__WHAT TO DO__
Exact reproduction required: the lines below from the line with "M1298 34 1294 41 1292 43 1296 36Z" to the line with "M556 0H576V3H555Z", both ends included, and no others.

[INFORMATION — start]

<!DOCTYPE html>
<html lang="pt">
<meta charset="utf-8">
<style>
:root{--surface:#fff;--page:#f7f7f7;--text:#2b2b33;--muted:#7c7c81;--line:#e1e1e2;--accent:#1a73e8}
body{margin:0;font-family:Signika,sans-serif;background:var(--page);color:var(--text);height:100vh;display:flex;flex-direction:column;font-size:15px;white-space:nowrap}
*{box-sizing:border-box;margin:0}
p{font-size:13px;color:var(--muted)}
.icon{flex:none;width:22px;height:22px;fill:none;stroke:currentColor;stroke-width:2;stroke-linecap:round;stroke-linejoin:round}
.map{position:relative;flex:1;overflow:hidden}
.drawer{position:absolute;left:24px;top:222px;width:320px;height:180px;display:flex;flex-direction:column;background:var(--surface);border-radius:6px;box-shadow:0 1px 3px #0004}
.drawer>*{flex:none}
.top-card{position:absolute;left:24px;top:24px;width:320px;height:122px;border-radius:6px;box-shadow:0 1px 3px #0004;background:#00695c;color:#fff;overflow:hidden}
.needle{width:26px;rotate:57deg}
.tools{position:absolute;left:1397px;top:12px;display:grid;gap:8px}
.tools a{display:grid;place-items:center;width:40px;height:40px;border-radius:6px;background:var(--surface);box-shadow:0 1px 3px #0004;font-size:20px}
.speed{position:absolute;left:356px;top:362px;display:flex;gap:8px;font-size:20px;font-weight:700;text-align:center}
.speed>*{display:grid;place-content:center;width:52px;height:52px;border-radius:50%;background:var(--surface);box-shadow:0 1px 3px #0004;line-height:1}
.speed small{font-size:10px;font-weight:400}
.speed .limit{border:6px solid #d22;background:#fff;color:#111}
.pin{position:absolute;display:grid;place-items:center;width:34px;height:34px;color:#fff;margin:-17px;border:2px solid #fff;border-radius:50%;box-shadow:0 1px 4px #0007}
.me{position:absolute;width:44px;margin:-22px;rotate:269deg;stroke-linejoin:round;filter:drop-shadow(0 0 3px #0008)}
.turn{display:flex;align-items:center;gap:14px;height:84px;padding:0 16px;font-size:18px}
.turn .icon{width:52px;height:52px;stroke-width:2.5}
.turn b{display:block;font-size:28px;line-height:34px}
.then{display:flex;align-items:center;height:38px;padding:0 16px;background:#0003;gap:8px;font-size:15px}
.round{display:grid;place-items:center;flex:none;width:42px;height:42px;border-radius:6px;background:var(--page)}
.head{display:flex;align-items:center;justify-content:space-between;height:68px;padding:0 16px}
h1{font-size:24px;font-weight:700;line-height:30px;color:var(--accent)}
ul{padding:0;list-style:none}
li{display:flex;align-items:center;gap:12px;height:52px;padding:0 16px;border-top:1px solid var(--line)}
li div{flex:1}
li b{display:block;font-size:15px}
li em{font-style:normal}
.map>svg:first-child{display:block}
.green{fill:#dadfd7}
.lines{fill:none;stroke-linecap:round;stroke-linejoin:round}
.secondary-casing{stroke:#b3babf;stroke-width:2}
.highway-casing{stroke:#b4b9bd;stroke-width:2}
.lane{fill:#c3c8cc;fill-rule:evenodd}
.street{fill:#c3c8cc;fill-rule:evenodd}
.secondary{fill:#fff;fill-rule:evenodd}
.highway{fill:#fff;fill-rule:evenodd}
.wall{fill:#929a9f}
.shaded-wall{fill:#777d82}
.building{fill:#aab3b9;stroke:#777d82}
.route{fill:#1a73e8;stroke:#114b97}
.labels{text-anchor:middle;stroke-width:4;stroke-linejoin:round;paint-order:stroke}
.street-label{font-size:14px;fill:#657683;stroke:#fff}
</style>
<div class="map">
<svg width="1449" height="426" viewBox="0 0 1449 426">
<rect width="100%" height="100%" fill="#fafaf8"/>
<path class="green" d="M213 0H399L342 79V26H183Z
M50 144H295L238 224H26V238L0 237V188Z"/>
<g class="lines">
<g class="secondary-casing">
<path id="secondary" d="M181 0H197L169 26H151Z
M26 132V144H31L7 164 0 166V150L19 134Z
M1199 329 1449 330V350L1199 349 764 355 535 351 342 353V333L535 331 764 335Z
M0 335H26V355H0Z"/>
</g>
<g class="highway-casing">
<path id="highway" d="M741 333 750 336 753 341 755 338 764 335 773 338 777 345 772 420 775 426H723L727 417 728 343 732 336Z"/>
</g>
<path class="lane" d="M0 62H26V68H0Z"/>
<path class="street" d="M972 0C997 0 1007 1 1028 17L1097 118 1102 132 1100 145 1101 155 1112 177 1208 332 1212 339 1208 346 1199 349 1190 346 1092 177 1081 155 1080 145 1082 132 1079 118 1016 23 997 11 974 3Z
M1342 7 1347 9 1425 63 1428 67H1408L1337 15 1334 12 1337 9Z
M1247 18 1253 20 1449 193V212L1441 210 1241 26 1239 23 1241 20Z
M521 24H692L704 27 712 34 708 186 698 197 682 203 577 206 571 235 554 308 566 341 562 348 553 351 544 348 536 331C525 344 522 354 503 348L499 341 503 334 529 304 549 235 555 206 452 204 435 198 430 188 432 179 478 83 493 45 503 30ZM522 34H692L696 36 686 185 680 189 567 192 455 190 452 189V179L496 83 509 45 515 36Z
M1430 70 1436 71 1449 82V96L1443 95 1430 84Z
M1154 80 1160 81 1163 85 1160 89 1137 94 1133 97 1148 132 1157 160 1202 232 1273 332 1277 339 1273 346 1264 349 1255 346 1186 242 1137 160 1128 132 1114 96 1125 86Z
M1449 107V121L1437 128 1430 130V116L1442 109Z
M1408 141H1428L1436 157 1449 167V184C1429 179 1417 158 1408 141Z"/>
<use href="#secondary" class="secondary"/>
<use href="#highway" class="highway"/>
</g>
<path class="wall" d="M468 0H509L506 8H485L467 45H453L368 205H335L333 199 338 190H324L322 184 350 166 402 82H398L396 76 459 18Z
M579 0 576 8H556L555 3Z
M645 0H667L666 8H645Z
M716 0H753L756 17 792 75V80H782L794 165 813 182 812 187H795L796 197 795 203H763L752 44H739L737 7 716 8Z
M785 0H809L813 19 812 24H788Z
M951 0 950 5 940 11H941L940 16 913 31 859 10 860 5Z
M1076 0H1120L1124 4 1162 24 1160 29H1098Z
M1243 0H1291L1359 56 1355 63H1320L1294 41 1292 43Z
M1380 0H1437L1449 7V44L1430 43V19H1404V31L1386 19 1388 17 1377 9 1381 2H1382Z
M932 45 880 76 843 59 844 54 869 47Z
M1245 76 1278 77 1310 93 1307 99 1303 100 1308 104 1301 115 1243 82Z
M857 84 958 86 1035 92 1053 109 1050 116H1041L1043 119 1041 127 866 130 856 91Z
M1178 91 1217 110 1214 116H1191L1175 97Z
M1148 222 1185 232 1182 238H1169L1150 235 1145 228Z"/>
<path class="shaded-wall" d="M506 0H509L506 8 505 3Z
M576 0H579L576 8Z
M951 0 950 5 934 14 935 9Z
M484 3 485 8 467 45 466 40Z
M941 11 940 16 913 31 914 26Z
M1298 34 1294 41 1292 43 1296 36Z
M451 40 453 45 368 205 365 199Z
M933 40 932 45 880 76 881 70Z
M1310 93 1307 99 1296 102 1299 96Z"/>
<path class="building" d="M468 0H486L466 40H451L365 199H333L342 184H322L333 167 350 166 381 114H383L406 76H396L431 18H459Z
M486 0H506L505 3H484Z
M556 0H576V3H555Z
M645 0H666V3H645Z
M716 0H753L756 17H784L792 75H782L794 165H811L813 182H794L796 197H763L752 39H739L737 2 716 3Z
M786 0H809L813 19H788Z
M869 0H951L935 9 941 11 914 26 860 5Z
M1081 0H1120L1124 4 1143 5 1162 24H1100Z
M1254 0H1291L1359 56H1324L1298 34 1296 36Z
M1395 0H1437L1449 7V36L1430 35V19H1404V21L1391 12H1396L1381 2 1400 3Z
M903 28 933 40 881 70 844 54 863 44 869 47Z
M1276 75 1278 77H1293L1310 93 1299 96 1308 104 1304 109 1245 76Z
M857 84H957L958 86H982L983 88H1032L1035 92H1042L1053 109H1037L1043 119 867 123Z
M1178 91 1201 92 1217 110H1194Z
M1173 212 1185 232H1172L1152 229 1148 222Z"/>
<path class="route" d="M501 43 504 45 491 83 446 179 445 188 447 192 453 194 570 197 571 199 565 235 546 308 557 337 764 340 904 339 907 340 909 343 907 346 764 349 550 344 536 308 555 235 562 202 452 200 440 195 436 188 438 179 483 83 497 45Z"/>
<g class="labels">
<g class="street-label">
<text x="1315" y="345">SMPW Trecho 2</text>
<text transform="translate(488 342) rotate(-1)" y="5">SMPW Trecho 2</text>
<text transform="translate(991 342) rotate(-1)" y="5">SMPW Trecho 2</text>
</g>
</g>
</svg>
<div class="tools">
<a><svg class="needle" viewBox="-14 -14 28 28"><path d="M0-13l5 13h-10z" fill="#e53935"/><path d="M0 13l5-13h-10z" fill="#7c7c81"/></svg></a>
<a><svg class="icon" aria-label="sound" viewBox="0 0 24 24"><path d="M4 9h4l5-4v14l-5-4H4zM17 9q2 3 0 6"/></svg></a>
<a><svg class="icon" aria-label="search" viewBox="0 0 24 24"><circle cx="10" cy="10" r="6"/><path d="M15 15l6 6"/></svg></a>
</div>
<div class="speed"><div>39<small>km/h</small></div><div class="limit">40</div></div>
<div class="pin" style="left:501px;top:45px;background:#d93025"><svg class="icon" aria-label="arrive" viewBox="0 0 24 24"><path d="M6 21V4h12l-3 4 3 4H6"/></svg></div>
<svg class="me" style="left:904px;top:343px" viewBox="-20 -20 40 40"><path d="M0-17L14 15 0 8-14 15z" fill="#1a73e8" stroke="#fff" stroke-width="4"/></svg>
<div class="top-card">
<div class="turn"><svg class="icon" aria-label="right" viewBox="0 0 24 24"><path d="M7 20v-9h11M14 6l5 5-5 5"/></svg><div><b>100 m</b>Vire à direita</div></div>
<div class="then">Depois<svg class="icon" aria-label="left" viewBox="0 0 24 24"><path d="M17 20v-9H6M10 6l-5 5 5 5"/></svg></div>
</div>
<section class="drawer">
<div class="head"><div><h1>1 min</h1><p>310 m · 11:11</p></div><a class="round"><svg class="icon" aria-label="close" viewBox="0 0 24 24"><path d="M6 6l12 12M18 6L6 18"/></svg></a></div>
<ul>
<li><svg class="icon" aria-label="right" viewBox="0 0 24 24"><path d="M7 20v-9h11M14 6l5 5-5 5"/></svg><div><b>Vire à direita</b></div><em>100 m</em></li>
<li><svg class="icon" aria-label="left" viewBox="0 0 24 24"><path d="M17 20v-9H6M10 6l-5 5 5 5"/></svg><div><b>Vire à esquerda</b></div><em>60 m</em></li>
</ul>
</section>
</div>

[INFORMATION — finish]

__EXERCISE ANSWER__
M1298 34 1294 41 1292 43 1296 36Z
M451 40 453 45 368 205 365 199Z
M933 40 932 45 880 76 881 70Z
M1310 93 1307 99 1296 102 1299 96Z"/>
<path class="building" d="M468 0H486L466 40H451L365 199H333L342 184H322L333 167 350 166 381 114H383L406 76H396L431 18H459Z
M486 0H506L505 3H484Z
M556 0H576V3H555Z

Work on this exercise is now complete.